Deborah Matthews, Gets It Done.
A Commitment to Equity and Community
Deborah is a firm believer that politics is personal. For more than 30 years, Deborah has been active in advancing the economic well-being of her neighbors in Berkeley. As the Chair of the Berkeley Zoning Board and Housing Commission, and Vice-Chair of the Planning Commission over a span of 30 years, she helped establish countless small businesses in Berkeley. She is the first female African-American unanimously elected to serve as the President of the Berkeley Democratic Club, in its 85-year history, the BDC is Alameda County’s oldest and largest Democratic club. Her background in political science and business as an alumna at The Ohio State University, a real estate broker and educator has afforded her expertise in equitable and people-centric community development.
Deborah’s comprehensive knowledge of city government and its complex processes have enabled her to lead the development of affordable housing for seniors, students, formerly incarcerated neighbors, and low-income families. She has actively confronted the historic inequities in her community by demanding quality assurance construction and abundant amenities in the neighborhoods of our city that have suffered from the worst consequences of disinvestment and neglect.

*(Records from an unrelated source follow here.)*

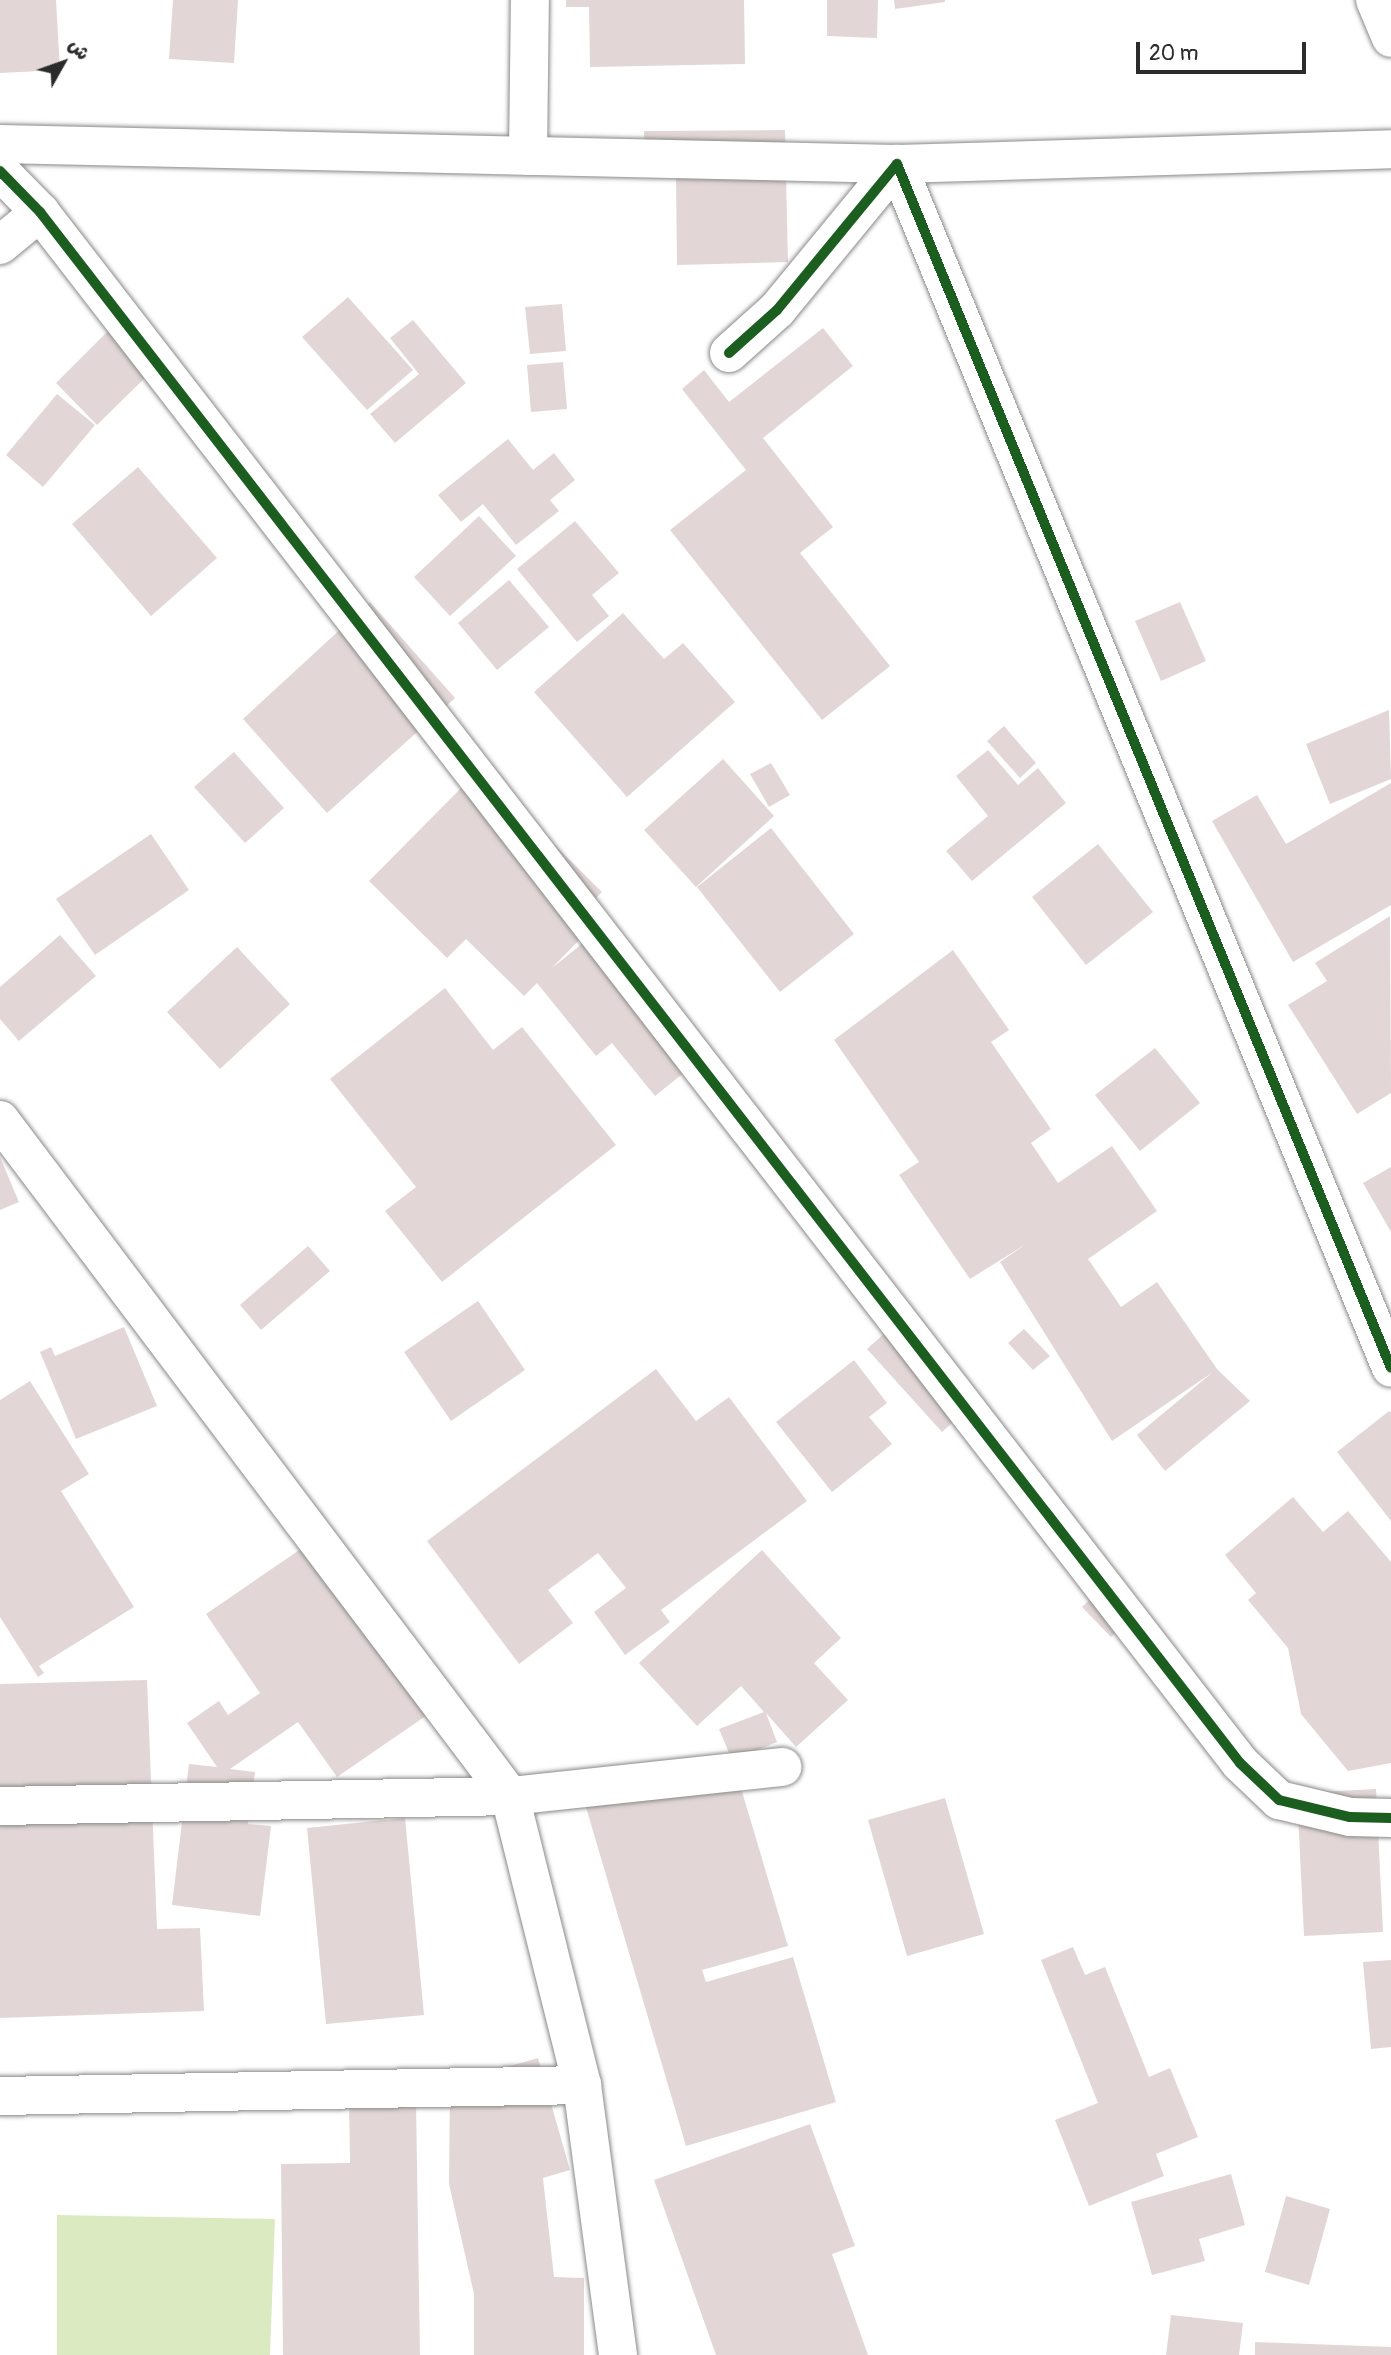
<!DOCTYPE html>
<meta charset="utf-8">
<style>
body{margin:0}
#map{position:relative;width:1391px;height:2355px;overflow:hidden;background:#fff;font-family:Pangolin,"Playpen Sans Arabic",sans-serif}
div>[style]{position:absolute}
.green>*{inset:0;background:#dceac2}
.building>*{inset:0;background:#e2d7d6}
.roads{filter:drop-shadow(0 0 2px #8a8a8a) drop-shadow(0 0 2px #8a8a8a)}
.minor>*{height:38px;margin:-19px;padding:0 19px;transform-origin:19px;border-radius:19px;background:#fff}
.cycleway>*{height:10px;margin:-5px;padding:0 5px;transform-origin:5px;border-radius:5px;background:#1b5e20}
span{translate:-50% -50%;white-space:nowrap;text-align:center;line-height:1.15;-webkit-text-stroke:5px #fff;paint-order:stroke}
.north{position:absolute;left:28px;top:28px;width:70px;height:70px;-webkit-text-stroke:5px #fff;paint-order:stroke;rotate:50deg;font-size:19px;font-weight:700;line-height:28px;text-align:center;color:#2b2b2b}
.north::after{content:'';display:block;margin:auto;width:24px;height:32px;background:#2b2b2b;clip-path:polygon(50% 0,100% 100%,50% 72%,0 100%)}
.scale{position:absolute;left:1136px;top:42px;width:170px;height:32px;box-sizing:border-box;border:4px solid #2b2b2b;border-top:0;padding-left:9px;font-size:21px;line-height:24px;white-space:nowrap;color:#2b2b2b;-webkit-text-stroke:5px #fff;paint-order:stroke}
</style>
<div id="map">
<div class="green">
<i style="clip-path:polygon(57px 2215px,275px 2219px,270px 2355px,57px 2355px)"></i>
</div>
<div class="building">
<i style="clip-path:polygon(0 0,56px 0,60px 70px,0 73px)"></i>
<i style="clip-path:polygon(173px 0,238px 0,234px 63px,169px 59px)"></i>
<i style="clip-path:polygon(566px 0,744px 0,745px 64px,590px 67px,589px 7px,566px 7px)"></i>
<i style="clip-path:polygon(827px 0,878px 0,877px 38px,827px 36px)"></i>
<i style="clip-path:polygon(894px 0,945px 0,945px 2px,895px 9px)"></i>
<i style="clip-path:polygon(785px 130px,788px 262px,677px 265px,676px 177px,645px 178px,644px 131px)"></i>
<i style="clip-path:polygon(348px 297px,413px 370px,367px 410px,302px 337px)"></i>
<i style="clip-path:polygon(562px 304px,566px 351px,530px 354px,525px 307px)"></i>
<i style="clip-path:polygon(413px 320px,466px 383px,395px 443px,370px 414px,419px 374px,390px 338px)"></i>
<i style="clip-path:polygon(112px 327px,154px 369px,97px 425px,56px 383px)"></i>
<i style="clip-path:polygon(823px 328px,853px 366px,763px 438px,833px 527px,800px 553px,890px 666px,822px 720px,670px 530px,746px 470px,682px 389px,704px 370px,729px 402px)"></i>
<i style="clip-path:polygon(563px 362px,567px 409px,531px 412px,527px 365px)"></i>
<i style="clip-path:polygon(57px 394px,95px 425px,43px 487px,6px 455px)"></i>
<i style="clip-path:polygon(508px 439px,533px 470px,554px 453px,575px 480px,550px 500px,559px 511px,516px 545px,483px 504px,461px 522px,438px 495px)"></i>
<i style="clip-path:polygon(138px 467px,217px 558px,151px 616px,72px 524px)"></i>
<i style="clip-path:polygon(479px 516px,516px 556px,450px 616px,414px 577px)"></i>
<i style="clip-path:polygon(575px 521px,619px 573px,592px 595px,609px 616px,577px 642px,517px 569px)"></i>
<i style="clip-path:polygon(509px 580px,549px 627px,497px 670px,458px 623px)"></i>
<i style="clip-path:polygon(370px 602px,455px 698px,327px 813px,243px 719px)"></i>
<i style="clip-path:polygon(1180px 602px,1206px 661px,1161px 681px,1135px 621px)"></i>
<i style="clip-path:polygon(623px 613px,664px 659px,683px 643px,735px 702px,627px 797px,534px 692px)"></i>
<i style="clip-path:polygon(1389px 710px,1391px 779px,1330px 804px,1306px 744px)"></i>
<i style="clip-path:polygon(1004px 726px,1036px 763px,1020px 778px,987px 741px)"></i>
<i style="clip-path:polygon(988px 750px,1018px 785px,1038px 768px,1066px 803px,972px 881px,946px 851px,988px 816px,956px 776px)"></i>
<i style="clip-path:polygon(234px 752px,284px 808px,245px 843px,194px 787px)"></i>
<i style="clip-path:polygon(723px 759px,774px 816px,696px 887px,644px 830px)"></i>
<i style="clip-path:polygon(771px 763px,790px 795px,769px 807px,750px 774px)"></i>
<i style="clip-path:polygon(479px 770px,602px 892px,569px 925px,582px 937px,552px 968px,604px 926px,707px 1054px,655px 1096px,612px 1043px,596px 1056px,537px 983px,524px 996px,466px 939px,447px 958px,369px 881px)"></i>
<i style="clip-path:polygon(1391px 783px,1391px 905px,1293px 962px,1212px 821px,1257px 795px,1286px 844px)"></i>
<i style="clip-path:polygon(771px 828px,854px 934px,780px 992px,697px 887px)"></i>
<i style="clip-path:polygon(151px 834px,189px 890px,95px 955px,56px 899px)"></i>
<i style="clip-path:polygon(1098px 844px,1153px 912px,1086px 965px,1032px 897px)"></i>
<i style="clip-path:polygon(1390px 916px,1391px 1093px,1357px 1114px,1288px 1005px,1327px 981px,1315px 963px)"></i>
<i style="clip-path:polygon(60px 935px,96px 976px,19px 1041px,0 1019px,0 987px)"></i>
<i style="clip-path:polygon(237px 947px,290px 1004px,220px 1069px,167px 1012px)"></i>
<i style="clip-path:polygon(953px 950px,1009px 1030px,991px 1042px,1051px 1129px,1031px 1143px,1058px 1183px,1112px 1146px,1157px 1211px,1088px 1259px,1121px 1307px,1157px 1282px,1217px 1369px,1250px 1401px,1165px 1471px,1137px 1435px,1213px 1372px,1112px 1441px,1000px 1262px,1026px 1244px,970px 1279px,899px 1175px,919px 1162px,834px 1040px)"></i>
<i style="clip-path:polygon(445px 988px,493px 1050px,522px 1027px,616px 1145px,442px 1282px,385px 1211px,416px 1187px,330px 1079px)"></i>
<i style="clip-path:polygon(1155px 1048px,1200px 1103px,1140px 1151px,1095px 1095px)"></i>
<i style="clip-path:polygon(0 1157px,19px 1202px,0 1210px)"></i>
<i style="clip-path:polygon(1391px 1167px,1391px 1232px,1363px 1183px)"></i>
<i style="clip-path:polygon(308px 1246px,330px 1271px,261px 1330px,240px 1305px)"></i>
<i style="clip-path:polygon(478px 1301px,525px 1370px,451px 1421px,404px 1352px)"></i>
<i style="clip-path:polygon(900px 1319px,975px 1402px,942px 1432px,867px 1349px)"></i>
<i style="clip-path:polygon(124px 1327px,157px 1406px,76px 1439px,40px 1352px,51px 1347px,55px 1356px)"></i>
<i style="clip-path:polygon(1024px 1329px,1050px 1356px,1033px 1370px,1008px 1343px)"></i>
<i style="clip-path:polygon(854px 1360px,887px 1403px,869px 1417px,892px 1444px,832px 1492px,776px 1422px)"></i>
<i style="clip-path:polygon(656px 1369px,696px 1421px,729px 1397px,807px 1501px,661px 1610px,670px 1622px,625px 1655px,594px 1612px,626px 1588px,598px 1553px,548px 1590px,573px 1623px,519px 1664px,427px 1541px)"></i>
<i style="clip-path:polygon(30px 1381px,89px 1474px,61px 1491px,134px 1607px,39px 1666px,44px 1673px,38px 1677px,0 1617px,0 1400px)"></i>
<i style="clip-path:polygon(1389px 1411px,1391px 1413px,1391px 1521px,1337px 1452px)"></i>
<i style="clip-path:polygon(1293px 1497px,1323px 1532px,1348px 1511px,1391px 1562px,1391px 1763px,1348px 1771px,1301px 1714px,1288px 1648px,1248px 1600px,1256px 1593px,1225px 1555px)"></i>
<i style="clip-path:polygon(314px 1540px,433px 1711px,337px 1777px,298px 1722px,230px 1769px,255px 1772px,248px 1824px,271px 1826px,260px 1916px,172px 1905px,189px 1764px,217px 1767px,187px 1723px,219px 1701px,228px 1715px,260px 1693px,206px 1614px)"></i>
<i style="clip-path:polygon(762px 1550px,841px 1638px,814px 1663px,848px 1700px,796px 1747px,766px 1713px,777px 1742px,732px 1760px,719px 1729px,764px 1712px,741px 1686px,697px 1726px,639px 1663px)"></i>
<i style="clip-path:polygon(1099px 1591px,1127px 1622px,1111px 1637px,1082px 1607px)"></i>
<i style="clip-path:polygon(147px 1680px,157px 1929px,200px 1928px,204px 2011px,0 2018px,0 1684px)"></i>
<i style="clip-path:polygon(679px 1759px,689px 1792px,738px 1778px,788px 1946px,702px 1970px,706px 1982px,793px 1957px,836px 2102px,686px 2146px,580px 1787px)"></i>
<i style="clip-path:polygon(1376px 1789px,1383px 1932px,1304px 1936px,1297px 1793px)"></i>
<i style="clip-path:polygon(945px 1798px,984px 1934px,907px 1956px,868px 1820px)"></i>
<i style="clip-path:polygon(405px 1818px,424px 2015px,326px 2024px,307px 1828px)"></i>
<i style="clip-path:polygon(1073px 1947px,1085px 1975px,1105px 1967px,1149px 2077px,1170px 2068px,1198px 2137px,1156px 2154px,1164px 2176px,1089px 2206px,1055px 2120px,1098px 2103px,1041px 1960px)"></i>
<i style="clip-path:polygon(1391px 1960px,1391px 2047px,1371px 2049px,1363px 1962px)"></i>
<i style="clip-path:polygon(538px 2058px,570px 2170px,543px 2178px,554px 2277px,584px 2278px,584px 2355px,474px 2355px,474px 2294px,449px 2184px,450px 2083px)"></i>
<i style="clip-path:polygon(416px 2101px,420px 2355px,283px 2355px,281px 2164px,350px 2163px,349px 2102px)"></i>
<i style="clip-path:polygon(810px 2124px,855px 2246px,832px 2254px,868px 2355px,716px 2355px,654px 2180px)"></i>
<i style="clip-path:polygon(1231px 2174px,1245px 2225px,1199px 2239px,1205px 2261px,1152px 2275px,1131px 2202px)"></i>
<i style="clip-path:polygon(1286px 2196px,1330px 2209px,1309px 2285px,1265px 2272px)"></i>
<i style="clip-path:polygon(1171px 2315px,1243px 2323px,1239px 2355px,1166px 2355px)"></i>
<i style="clip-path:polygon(1255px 2342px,1391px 2347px,1391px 2355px,1255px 2355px)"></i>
</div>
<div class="roads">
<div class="minor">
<i style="left:1375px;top:0;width:41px;rotate:67.2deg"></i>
<i style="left:0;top:144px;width:897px;rotate:1.28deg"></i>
<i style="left:897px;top:164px;width:494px;rotate:-1.7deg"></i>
<i style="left:528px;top:156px;width:156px;rotate:-89.3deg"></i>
<i style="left:0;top:171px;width:57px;rotate:45.7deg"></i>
<i style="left:40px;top:212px;width:1961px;rotate:52.27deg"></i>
<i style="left:1240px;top:1763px;width:54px;rotate:43.5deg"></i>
<i style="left:1279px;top:1800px;width:73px;rotate:13.5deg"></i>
<i style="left:1350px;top:1817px;width:41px;rotate:1.4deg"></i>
<i style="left:0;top:245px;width:52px;rotate:-39.5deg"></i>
<i style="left:729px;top:353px;width:64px;rotate:-41.9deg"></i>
<i style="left:777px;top:310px;width:189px;rotate:-50.6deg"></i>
<i style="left:897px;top:164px;width:1301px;rotate:67.69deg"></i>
<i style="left:0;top:1120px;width:847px;rotate:52.97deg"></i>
<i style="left:510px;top:1796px;width:298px;rotate:76deg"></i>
<i style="left:582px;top:2085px;width:272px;rotate:82.4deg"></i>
<i style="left:0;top:1806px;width:510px;rotate:-1.12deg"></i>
<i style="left:510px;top:1796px;width:274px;rotate:-6.1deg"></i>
<i style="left:0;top:2096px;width:582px;rotate:-1.08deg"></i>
</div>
</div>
<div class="cycleway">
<i style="left:0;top:171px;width:57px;rotate:45.7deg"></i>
<i style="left:40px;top:212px;width:1961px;rotate:52.27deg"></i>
<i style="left:1240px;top:1763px;width:54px;rotate:43.5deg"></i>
<i style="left:1279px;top:1800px;width:73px;rotate:13.5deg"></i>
<i style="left:1350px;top:1817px;width:41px;rotate:1.4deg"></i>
<i style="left:729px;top:353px;width:64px;rotate:-41.9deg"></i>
<i style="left:777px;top:310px;width:189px;rotate:-50.6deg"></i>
<i style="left:897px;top:164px;width:1301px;rotate:67.69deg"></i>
</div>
<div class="north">ش</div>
<div class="scale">20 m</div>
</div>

Deborah is committed to uniting South Berkeley by listening and responding to the concerns of all of our neighbors. As your city council member, Deborah will keep residents, families and their collective dreams at the center of her efforts.
A politics worthy of their hope and support. Deborah will bring her knowledge, integrity, passion, and unwavering commitment to justice to help ensure South Berkeley is a safe, affordable, and economically thriving community for everyone.
A Childhood Activist
Like most of the communities in 1960’s America, Deborah’s rural Ohio hometown was segregated. From a young age, she was deeply aware of the everyday struggles and careful movements of her tirelessly devoted and hardworking parents.
When her parents were denied a home loan in the predominantly white neighborhood, her mother and father organized their community to pressure the local banks to adopt fair lending practices for home loans and defend African Americans’ rights to purchase a property. When Deborah and the neighborhood children wanted to be included in the summer recreation activities, her family demanded pools be opened up to black children.
With the support of her community and parents, at just 9 years old, she stood in front of the local YMCA’s all-white board of directors and asked to be the first person of color to use the segregated pool and become a member at the whites-only YMCA. Years later, Deborah became a certified lifeguard.
These childhood experiences opened Deborah’s eyes to the power of organizing for — and achieving — meaningful change. Deborah learned that her voice had power. As a young leader she committed to overcoming the ugly politics of racism and exclusion, she knew she had to take action to achieve her goals and the vision of justice for everyone.